Input data:
===============

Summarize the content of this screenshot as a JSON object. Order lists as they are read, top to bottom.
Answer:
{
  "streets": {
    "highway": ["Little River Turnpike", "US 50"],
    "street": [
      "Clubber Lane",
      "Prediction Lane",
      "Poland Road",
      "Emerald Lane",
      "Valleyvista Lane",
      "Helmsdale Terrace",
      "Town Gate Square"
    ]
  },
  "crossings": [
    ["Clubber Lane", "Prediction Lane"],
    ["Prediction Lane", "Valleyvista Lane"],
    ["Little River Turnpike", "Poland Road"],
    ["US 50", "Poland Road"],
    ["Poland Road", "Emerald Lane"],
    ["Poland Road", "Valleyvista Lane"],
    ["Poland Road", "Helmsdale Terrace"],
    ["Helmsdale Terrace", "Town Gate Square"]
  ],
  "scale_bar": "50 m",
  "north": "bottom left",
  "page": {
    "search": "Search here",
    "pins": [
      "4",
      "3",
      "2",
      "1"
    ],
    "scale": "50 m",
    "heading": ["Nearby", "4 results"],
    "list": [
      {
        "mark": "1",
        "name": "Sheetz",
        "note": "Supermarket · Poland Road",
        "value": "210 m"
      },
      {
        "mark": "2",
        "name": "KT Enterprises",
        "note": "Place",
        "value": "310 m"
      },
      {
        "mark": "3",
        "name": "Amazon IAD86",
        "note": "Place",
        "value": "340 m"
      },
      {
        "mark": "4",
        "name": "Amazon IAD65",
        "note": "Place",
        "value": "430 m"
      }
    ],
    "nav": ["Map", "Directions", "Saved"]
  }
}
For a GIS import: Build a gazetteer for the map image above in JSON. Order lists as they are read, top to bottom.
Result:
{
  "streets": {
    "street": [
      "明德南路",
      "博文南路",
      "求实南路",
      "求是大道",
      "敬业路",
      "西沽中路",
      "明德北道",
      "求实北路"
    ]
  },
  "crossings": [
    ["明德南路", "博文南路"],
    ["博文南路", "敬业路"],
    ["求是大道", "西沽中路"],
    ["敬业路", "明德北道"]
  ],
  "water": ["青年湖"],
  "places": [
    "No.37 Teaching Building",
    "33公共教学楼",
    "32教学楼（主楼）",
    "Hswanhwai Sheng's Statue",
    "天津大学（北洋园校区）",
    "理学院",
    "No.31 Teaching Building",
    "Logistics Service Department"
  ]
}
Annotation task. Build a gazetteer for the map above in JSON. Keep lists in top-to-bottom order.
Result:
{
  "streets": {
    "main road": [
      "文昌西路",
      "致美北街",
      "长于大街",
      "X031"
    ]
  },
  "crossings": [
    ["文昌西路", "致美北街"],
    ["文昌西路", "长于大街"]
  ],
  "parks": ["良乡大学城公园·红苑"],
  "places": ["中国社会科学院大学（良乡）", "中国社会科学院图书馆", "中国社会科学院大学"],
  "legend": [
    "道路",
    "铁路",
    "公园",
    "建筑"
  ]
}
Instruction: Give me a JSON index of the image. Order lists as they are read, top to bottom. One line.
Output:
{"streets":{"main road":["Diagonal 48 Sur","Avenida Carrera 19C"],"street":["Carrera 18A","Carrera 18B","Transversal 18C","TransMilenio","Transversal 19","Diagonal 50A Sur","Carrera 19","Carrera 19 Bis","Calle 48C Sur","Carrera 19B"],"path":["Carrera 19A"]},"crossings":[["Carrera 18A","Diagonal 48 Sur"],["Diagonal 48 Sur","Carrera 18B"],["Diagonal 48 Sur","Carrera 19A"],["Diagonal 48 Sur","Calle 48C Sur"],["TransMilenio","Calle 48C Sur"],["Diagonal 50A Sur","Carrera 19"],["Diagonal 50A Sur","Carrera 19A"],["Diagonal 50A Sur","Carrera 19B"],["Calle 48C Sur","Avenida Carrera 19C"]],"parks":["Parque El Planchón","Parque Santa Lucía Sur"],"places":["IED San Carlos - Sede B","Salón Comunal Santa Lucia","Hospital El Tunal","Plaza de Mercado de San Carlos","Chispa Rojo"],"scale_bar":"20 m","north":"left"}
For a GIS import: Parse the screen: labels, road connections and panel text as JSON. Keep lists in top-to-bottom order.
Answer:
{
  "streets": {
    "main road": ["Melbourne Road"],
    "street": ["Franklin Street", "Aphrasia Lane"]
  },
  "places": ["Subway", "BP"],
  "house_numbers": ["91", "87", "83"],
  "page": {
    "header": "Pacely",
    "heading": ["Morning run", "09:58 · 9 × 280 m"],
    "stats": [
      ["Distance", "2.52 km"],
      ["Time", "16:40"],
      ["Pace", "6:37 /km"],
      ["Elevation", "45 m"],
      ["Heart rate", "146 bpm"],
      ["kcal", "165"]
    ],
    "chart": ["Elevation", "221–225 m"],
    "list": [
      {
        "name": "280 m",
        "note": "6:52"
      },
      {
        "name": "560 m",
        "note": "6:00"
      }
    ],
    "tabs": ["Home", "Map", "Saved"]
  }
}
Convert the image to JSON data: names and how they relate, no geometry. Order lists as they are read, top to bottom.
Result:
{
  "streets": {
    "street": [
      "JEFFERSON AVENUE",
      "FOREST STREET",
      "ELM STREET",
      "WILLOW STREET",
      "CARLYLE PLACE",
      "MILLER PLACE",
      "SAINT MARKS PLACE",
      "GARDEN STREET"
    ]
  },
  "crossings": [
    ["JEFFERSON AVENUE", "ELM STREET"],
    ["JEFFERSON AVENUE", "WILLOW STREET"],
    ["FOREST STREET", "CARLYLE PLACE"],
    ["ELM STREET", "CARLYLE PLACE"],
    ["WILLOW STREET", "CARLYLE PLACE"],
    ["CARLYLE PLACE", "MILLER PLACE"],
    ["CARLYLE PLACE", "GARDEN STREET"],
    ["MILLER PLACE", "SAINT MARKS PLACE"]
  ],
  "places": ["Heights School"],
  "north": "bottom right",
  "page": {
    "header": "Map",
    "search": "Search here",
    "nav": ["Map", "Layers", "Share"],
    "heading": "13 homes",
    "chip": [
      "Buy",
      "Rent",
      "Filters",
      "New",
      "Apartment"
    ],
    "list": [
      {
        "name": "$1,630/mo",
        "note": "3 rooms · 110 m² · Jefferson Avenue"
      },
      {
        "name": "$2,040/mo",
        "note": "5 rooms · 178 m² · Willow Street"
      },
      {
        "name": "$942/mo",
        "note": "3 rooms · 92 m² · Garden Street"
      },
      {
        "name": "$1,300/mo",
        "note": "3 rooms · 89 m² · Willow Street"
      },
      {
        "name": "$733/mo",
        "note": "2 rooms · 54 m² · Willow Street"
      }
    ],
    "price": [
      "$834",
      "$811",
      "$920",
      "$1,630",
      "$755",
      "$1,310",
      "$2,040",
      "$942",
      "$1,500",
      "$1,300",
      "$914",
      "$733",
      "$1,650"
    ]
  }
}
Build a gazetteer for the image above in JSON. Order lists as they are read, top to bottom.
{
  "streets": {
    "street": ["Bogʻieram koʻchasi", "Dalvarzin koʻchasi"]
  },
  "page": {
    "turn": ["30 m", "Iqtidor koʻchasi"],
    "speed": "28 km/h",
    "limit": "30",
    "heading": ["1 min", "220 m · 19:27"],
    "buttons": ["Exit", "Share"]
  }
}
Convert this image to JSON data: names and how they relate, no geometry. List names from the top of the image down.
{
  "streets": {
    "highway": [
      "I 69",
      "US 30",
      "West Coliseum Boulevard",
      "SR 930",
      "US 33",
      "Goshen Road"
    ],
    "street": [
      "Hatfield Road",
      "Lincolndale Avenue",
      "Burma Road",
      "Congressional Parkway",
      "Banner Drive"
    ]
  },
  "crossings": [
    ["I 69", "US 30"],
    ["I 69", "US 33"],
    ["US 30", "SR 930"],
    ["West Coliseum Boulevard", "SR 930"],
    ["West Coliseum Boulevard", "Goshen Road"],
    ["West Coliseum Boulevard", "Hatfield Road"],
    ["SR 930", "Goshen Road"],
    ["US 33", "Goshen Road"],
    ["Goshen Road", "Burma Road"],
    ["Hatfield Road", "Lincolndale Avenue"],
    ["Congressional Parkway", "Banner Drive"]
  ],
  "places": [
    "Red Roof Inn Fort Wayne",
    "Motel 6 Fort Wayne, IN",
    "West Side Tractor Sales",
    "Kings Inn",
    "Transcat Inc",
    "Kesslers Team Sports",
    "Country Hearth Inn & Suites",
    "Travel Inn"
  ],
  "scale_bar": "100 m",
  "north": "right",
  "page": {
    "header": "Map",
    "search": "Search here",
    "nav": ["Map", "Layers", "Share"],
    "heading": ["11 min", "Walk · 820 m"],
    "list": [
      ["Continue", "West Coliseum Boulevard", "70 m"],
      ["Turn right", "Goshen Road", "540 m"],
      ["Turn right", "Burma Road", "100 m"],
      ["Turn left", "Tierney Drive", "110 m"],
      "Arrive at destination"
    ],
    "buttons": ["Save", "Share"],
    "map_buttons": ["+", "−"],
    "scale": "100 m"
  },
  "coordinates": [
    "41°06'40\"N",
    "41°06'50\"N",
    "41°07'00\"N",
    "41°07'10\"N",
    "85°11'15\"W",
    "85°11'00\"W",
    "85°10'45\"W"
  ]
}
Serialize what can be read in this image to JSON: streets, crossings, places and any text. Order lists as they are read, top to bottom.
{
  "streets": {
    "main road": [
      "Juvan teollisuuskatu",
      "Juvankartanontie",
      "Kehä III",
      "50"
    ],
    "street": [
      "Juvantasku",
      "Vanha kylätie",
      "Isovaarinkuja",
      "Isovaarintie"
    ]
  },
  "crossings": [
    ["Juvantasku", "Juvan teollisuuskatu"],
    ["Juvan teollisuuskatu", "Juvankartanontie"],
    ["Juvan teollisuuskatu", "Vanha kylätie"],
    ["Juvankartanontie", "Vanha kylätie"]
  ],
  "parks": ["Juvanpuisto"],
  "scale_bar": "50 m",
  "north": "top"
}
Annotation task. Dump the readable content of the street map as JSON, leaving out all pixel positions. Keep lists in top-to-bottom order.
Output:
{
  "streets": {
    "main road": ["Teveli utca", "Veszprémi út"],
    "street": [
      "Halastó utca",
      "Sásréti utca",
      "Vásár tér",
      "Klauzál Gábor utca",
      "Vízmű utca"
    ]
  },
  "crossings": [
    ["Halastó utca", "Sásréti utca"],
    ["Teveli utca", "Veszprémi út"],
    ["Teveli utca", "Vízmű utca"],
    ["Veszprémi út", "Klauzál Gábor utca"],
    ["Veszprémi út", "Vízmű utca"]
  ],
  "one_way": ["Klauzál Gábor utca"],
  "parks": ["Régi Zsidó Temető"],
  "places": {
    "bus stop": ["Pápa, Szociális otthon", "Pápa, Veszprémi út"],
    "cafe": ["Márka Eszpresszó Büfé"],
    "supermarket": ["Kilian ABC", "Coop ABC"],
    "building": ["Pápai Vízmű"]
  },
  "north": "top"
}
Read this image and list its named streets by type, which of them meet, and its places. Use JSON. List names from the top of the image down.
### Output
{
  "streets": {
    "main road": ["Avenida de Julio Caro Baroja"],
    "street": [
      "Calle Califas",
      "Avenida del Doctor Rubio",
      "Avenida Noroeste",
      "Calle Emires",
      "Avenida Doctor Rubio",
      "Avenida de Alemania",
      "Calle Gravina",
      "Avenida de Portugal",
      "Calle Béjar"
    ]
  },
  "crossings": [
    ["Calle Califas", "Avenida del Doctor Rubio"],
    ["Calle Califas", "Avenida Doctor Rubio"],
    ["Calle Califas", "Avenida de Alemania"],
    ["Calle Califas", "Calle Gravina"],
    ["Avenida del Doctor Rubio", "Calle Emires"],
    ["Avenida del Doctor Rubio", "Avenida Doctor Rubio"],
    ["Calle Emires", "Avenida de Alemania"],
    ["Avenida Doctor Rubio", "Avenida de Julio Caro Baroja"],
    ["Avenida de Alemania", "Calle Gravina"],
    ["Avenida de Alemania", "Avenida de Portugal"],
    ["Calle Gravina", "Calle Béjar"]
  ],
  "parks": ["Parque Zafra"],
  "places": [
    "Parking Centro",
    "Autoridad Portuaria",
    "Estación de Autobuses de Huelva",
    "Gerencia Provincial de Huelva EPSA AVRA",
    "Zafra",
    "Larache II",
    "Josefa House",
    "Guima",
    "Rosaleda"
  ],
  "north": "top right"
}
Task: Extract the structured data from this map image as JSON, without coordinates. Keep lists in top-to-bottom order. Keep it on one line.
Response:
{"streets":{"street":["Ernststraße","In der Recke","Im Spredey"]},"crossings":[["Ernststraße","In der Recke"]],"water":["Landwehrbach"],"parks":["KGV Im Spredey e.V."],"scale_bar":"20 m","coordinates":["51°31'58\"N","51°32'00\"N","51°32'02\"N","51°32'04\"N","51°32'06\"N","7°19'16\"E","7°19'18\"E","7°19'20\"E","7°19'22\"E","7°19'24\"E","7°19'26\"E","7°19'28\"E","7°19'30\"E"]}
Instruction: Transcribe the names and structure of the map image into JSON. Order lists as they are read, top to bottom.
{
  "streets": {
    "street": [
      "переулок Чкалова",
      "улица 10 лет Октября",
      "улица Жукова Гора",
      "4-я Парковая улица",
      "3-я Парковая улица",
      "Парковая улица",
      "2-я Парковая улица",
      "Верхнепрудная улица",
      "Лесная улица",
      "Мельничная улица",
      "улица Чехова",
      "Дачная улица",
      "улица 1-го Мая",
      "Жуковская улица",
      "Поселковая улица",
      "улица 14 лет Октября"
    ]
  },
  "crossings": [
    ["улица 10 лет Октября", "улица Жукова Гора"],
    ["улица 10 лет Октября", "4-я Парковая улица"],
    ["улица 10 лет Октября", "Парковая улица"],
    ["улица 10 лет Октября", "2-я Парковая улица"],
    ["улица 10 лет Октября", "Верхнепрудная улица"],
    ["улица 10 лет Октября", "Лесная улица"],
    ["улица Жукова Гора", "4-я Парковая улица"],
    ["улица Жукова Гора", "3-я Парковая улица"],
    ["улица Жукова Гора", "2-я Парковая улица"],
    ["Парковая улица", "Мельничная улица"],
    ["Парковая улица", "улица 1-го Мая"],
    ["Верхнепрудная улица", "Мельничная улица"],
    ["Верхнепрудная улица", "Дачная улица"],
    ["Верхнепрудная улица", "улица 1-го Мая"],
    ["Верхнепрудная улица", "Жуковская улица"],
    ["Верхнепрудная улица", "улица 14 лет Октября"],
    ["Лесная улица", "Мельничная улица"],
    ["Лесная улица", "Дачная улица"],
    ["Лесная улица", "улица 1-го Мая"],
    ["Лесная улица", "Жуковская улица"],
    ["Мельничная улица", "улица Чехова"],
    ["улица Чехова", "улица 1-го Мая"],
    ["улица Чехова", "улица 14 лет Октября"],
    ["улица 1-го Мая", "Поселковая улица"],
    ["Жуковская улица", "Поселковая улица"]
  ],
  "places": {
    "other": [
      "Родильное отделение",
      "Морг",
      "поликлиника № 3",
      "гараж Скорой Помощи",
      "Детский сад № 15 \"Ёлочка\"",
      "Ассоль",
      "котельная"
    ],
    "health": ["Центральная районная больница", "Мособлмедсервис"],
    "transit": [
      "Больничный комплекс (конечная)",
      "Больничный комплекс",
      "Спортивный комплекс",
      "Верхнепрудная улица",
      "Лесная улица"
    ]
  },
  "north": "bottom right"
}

===============

Directions: Match on "Мельничная": copy every line in the records that has it.

Solved problem:
      "Мельничная улица",
    ["Парковая улица", "Мельничная улица"],
    ["Верхнепрудная улица", "Мельничная улица"],
    ["Лесная улица", "Мельничная улица"],
    ["Мельничная улица", "улица Чехова"],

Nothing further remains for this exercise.